Thornton, a retired U.S. Army Colonel with honorary rank of Brigadier General, talked about the history and work of the Legion, which the U.S. Congress chartered in 1919 as a patriotic veterans organization.


“The Legion was formed on March 15, 1919, in Paris, France, by a thousand officers and men of the American Expeditionary Forces (A. E. F.) and has evolved from a group of war-weary veterans of World War I into one of the most influential nonprofit groups in the United States” he explained.


The organization, he said, is founded on four pillars: Americanism, Children and Youth, National Security, and Veterans Affairs and Rehabilitation.


“We are really a family,” Thornton pointed out. “Our veteran members served on active duty in the armed forces, but not necessarily in combat. Our Auxiliary unit includes the spouses of member veterans, including both wives and husbands. The Sons of the American Legion are children of veterans, but did not serve in the armed forces. A Riders organizations are motorcyclists, who participate in annual Legacy Run to raise scholarship money for students related to veteran members.”


The first post of the American Legion was George Washington Post 1 in Washington, D.C., Thornton related. Organized March 7, 1919, it obtained the first charter issued to any post of The American Legion on May 19, 1919. The oldest, continuously operated American Legion post is Tulsa's American Legion Post 1 chartered on June 19, 1919.
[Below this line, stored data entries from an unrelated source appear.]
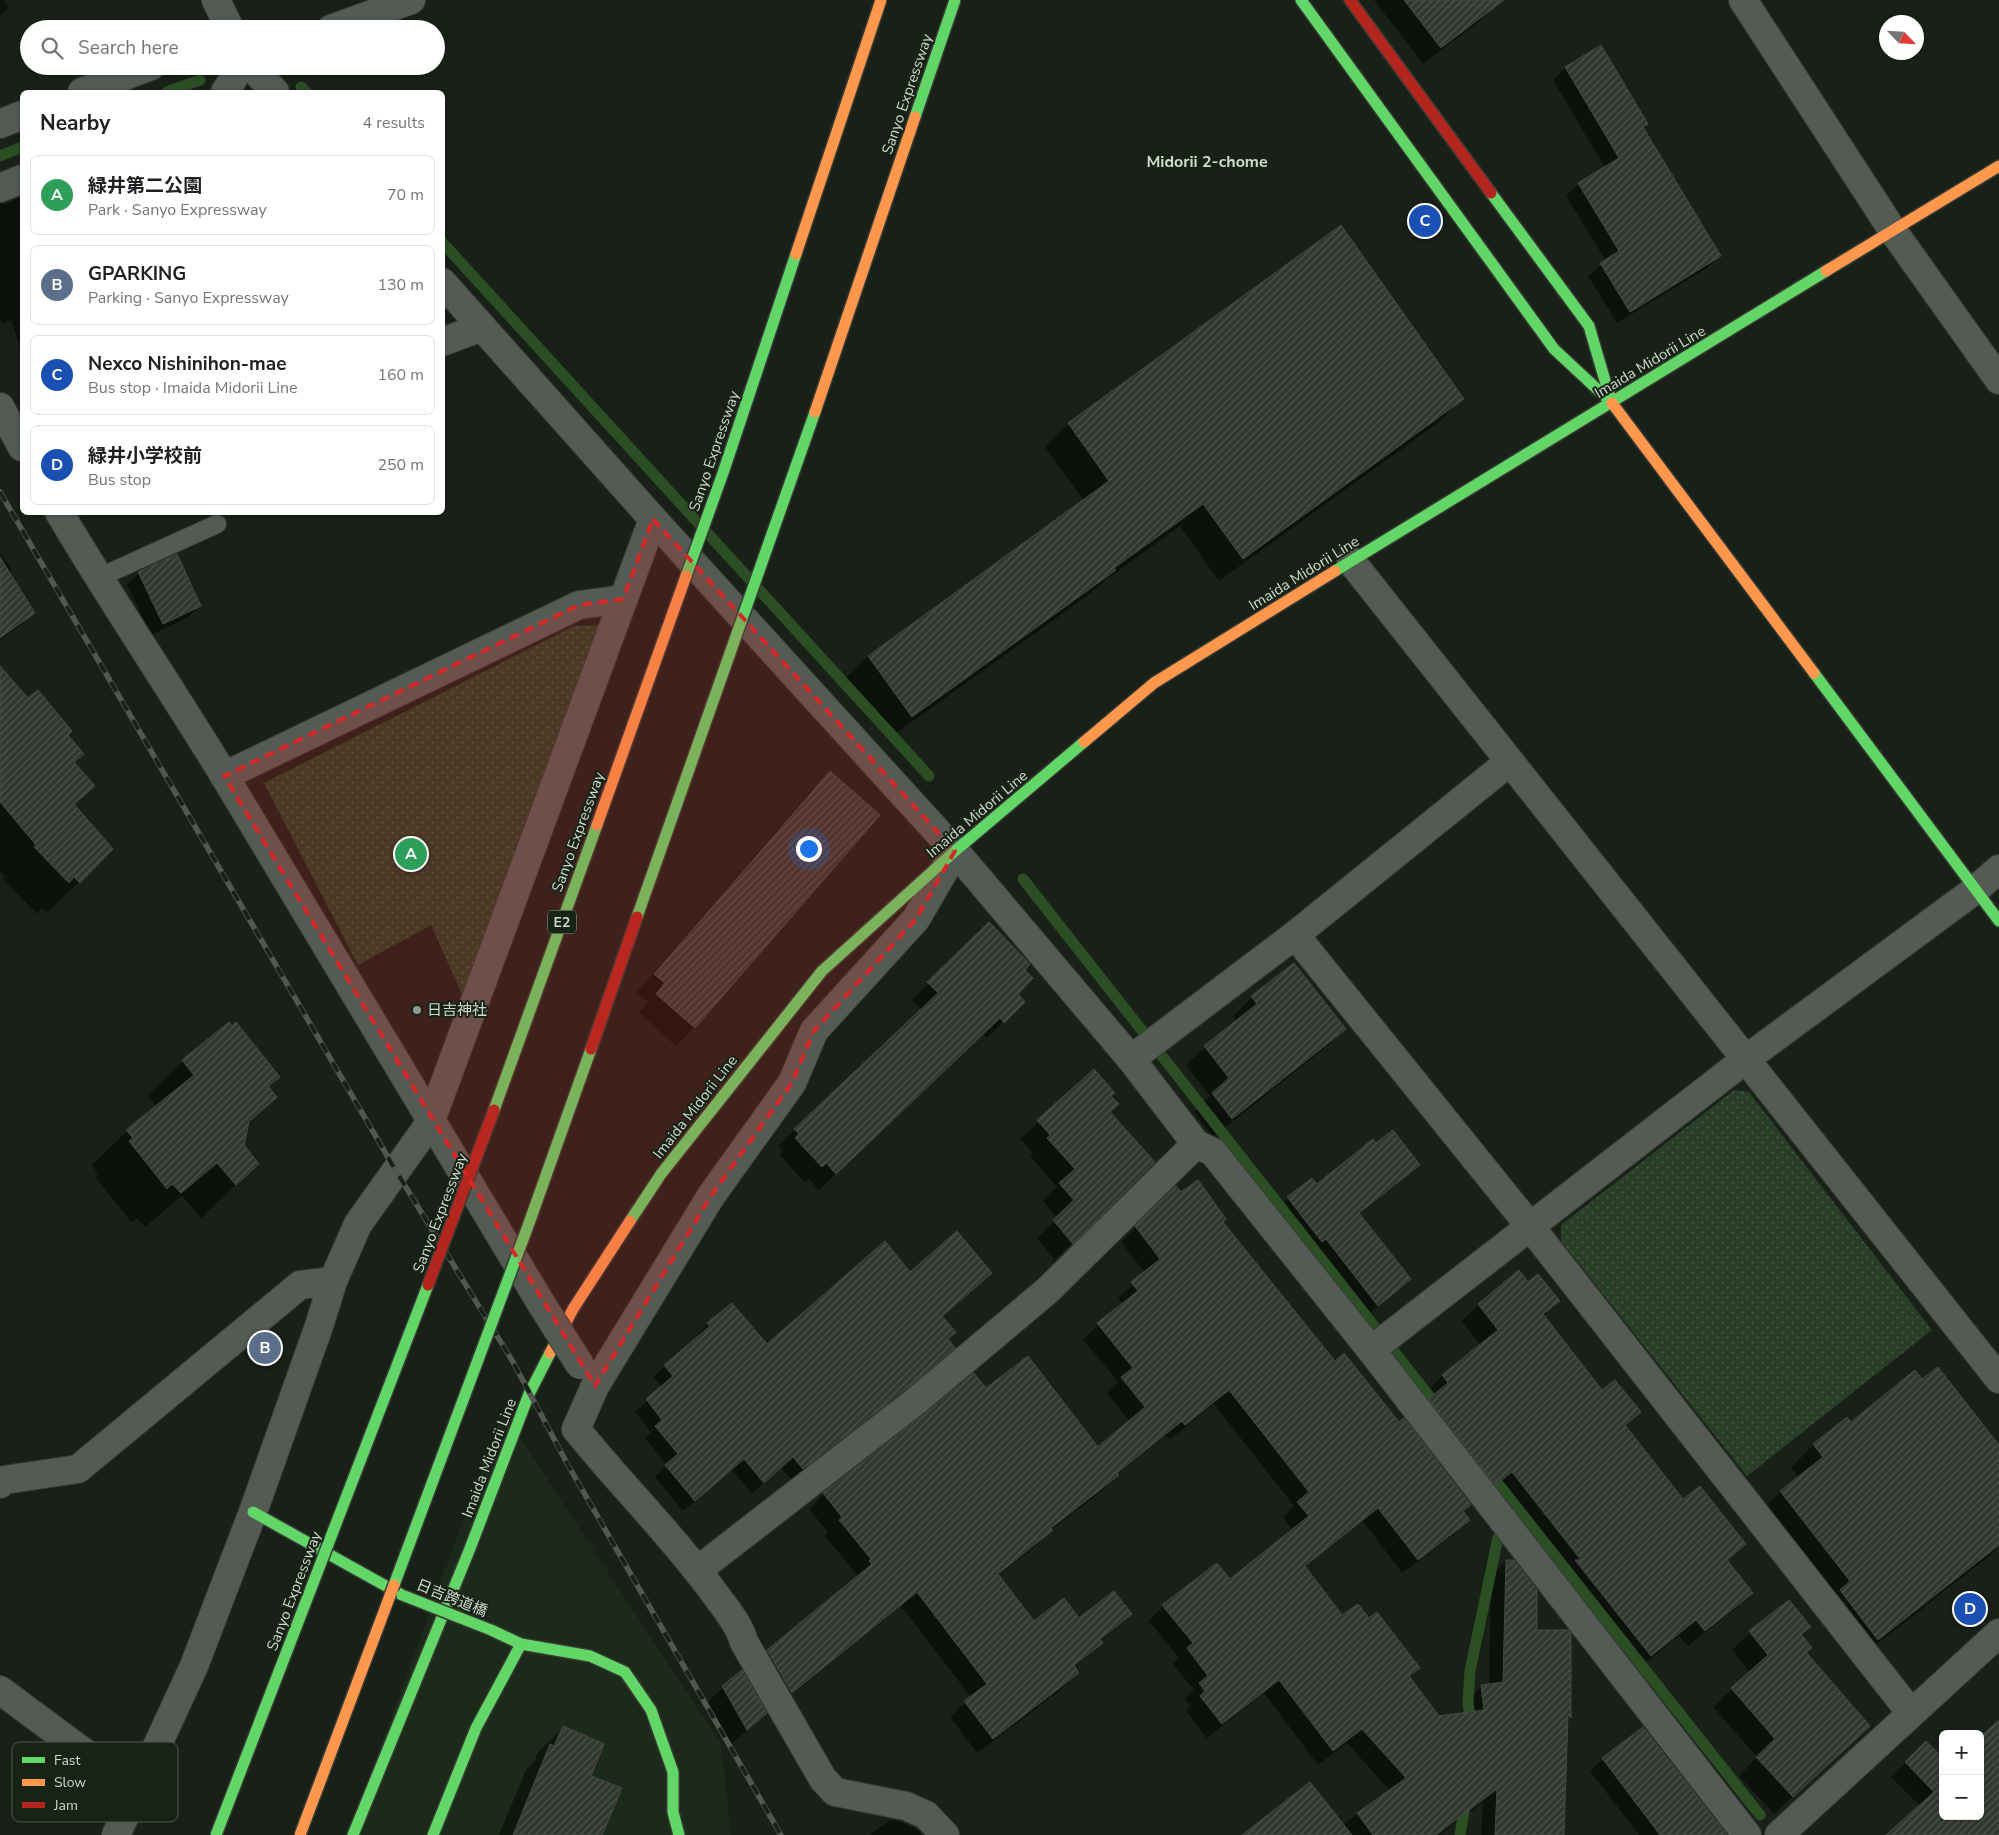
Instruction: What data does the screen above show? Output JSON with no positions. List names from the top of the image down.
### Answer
{
  "streets": {
    "main road": [
      "Sanyo Expressway",
      "Imaida Midorii Line",
      "E2",
      "日吉跨道橋"
    ]
  },
  "districts": ["Midorii 2-chome"],
  "places": ["日吉神社"],
  "legend": ["Fast", "Slow", "Jam"],
  "north": "bottom right",
  "page": {
    "search": "Search here",
    "heading": ["Nearby", "4 results"],
    "list": [
      {
        "mark": "A",
        "name": "緑井第二公園",
        "note": "Park · Sanyo Expressway",
        "value": "70 m"
      },
      {
        "mark": "B",
        "name": "GPARKING",
        "note": "Parking · Sanyo Expressway",
        "value": "130 m"
      },
      {
        "mark": "C",
        "name": "Nexco Nishinihon-mae",
        "note": "Bus stop · Imaida Midorii Line",
        "value": "160 m"
      },
      {
        "mark": "D",
        "name": "緑井小学校前",
        "note": "Bus stop",
        "value": "250 m"
      }
    ],
    "pins": [
      "C",
      "A",
      "B",
      "D"
    ],
    "map_buttons": ["+", "−"]
  }
}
“The Legion played the leading role in the drafting and passing of the Servicemen's Readjustment Act of 1944, commonly known as the "G.I. Bill," Thornton said. “In addition to organizing commemorative events, members provide assistance at Department of Veterans Affairs (VA) hospitals and clinics. It lobbies on behalf of interests of veterans and service members, including support for benefits, such as pensions and the Veterans Health Administration. It has also historically promoted Americanism, individual obligation to the community, state, and nation; peace and good will.”


Other special ongoing concerns of the Legion, Thornton noted, are veteran cemeteries, veteran homes for the elderly and disabled, Boys and Girls states and Boys Nation that teach youth about government, honoring Prisoners and Missing in Action service men and women – some 82,000 still unaccounted in past wars and flag etiquette – particularly proper destruction of them when they are old and tattered.”